=== Begin Enclosure ===

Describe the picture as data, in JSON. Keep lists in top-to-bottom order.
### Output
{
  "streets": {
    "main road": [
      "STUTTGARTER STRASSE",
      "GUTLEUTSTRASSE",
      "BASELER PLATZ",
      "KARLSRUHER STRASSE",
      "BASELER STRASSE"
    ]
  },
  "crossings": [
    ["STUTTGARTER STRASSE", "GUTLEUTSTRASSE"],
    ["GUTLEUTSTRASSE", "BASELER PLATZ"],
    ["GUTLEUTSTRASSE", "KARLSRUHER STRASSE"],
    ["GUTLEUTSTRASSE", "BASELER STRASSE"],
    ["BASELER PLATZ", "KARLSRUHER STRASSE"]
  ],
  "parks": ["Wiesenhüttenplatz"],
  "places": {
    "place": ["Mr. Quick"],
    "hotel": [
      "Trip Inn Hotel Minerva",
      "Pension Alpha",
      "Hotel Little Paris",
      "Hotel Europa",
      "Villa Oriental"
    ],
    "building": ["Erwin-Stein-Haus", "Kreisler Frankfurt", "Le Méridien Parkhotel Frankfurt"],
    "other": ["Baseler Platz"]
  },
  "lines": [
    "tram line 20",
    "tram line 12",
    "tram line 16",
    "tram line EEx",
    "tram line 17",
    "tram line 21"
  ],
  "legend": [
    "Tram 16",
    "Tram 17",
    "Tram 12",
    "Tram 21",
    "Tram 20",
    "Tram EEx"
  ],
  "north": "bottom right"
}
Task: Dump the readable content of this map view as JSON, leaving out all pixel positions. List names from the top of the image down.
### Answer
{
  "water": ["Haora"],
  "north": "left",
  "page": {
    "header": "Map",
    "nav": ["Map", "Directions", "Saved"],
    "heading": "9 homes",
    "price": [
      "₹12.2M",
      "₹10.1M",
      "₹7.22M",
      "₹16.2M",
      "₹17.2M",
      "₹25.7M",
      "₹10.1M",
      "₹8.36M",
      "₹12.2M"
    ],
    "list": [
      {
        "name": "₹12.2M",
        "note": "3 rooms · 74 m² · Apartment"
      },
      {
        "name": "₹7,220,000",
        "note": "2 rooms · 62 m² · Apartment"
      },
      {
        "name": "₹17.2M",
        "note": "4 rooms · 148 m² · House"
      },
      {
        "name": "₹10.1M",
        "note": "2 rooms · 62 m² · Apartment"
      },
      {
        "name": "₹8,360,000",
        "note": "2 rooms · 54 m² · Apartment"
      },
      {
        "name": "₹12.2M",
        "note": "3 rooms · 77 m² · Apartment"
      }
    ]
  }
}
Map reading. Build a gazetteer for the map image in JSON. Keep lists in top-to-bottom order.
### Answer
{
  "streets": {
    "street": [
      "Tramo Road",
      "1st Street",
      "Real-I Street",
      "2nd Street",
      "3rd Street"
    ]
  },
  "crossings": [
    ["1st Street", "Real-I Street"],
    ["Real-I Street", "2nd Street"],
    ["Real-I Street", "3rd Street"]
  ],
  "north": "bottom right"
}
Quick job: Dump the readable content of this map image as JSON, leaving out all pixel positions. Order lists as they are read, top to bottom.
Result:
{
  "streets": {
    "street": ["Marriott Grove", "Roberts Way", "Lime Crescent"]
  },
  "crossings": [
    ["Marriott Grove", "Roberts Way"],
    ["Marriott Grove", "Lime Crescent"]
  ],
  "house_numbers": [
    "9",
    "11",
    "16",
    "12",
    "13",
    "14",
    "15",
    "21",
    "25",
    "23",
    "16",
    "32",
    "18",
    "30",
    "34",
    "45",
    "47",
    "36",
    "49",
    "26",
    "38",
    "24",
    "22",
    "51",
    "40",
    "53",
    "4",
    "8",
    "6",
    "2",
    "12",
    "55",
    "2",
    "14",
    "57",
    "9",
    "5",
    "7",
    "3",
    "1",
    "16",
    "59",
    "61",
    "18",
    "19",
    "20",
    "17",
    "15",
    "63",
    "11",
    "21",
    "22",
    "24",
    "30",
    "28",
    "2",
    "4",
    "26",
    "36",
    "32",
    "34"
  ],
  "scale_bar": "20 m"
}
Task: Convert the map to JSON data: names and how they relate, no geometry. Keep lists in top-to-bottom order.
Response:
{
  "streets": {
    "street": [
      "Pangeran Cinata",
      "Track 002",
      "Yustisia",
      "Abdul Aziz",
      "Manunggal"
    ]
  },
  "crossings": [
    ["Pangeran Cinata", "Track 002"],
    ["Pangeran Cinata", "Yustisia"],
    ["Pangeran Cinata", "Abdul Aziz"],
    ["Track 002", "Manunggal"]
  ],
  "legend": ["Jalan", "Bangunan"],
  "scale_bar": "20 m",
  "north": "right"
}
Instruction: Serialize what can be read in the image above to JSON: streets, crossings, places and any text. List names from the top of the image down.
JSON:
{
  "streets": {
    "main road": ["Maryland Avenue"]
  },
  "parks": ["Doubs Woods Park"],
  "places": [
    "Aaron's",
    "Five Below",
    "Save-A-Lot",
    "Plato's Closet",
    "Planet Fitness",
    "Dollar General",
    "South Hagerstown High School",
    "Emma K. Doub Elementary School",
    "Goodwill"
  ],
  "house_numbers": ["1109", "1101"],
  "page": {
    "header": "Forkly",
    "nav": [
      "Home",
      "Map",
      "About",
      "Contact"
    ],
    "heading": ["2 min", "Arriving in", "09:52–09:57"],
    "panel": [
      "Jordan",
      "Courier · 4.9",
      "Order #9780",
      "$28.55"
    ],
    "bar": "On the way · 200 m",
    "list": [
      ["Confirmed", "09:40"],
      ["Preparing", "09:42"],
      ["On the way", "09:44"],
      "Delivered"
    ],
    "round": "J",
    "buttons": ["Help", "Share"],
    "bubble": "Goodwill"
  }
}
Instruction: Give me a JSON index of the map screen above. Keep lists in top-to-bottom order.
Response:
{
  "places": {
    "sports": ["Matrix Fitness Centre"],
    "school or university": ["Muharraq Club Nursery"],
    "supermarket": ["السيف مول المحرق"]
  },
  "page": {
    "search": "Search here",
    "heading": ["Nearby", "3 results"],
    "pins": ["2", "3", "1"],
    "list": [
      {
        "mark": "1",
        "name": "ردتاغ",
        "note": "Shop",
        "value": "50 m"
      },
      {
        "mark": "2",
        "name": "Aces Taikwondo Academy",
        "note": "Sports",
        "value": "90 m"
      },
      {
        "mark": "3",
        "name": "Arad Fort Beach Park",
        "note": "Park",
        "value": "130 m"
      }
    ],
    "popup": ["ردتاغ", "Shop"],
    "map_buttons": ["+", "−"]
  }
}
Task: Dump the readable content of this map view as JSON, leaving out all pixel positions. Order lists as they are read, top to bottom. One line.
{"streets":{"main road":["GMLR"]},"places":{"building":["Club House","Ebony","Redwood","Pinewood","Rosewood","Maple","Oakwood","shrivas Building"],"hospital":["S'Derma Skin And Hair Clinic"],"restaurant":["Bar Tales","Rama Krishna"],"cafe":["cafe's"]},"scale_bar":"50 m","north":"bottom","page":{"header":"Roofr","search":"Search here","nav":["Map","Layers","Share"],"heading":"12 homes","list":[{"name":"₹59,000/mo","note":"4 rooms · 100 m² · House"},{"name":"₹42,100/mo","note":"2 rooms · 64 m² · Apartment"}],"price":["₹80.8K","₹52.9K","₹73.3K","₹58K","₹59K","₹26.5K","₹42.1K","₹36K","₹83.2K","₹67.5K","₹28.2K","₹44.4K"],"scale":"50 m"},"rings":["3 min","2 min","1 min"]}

=== End Enclosure ===

▸ DESCRIPTION OF THE TASK
What is needed is every line from the beginning of the data up to and including the line with "pixel positions. List", given again word for word.

▸ SOLUTION TO THE PROBLEM
Describe the picture as data, in JSON. Keep lists in top-to-bottom order.
### Output
{
  "streets": {
    "main road": [
      "STUTTGARTER STRASSE",
      "GUTLEUTSTRASSE",
      "BASELER PLATZ",
      "KARLSRUHER STRASSE",
      "BASELER STRASSE"
    ]
  },
  "crossings": [
    ["STUTTGARTER STRASSE", "GUTLEUTSTRASSE"],
    ["GUTLEUTSTRASSE", "BASELER PLATZ"],
    ["GUTLEUTSTRASSE", "KARLSRUHER STRASSE"],
    ["GUTLEUTSTRASSE", "BASELER STRASSE"],
    ["BASELER PLATZ", "KARLSRUHER STRASSE"]
  ],
  "parks": ["Wiesenhüttenplatz"],
  "places": {
    "place": ["Mr. Quick"],
    "hotel": [
      "Trip Inn Hotel Minerva",
      "Pension Alpha",
      "Hotel Little Paris",
      "Hotel Europa",
      "Villa Oriental"
    ],
    "building": ["Erwin-Stein-Haus", "Kreisler Frankfurt", "Le Méridien Parkhotel Frankfurt"],
    "other": ["Baseler Platz"]
  },
  "lines": [
    "tram line 20",
    "tram line 12",
    "tram line 16",
    "tram line EEx",
    "tram line 17",
    "tram line 21"
  ],
  "legend": [
    "Tram 16",
    "Tram 17",
    "Tram 12",
    "Tram 21",
    "Tram 20",
    "Tram EEx"
  ],
  "north": "bottom right"
}
Task: Dump the readable content of this map view as JSON, leaving out all pixel positions. List names from the top of the image down.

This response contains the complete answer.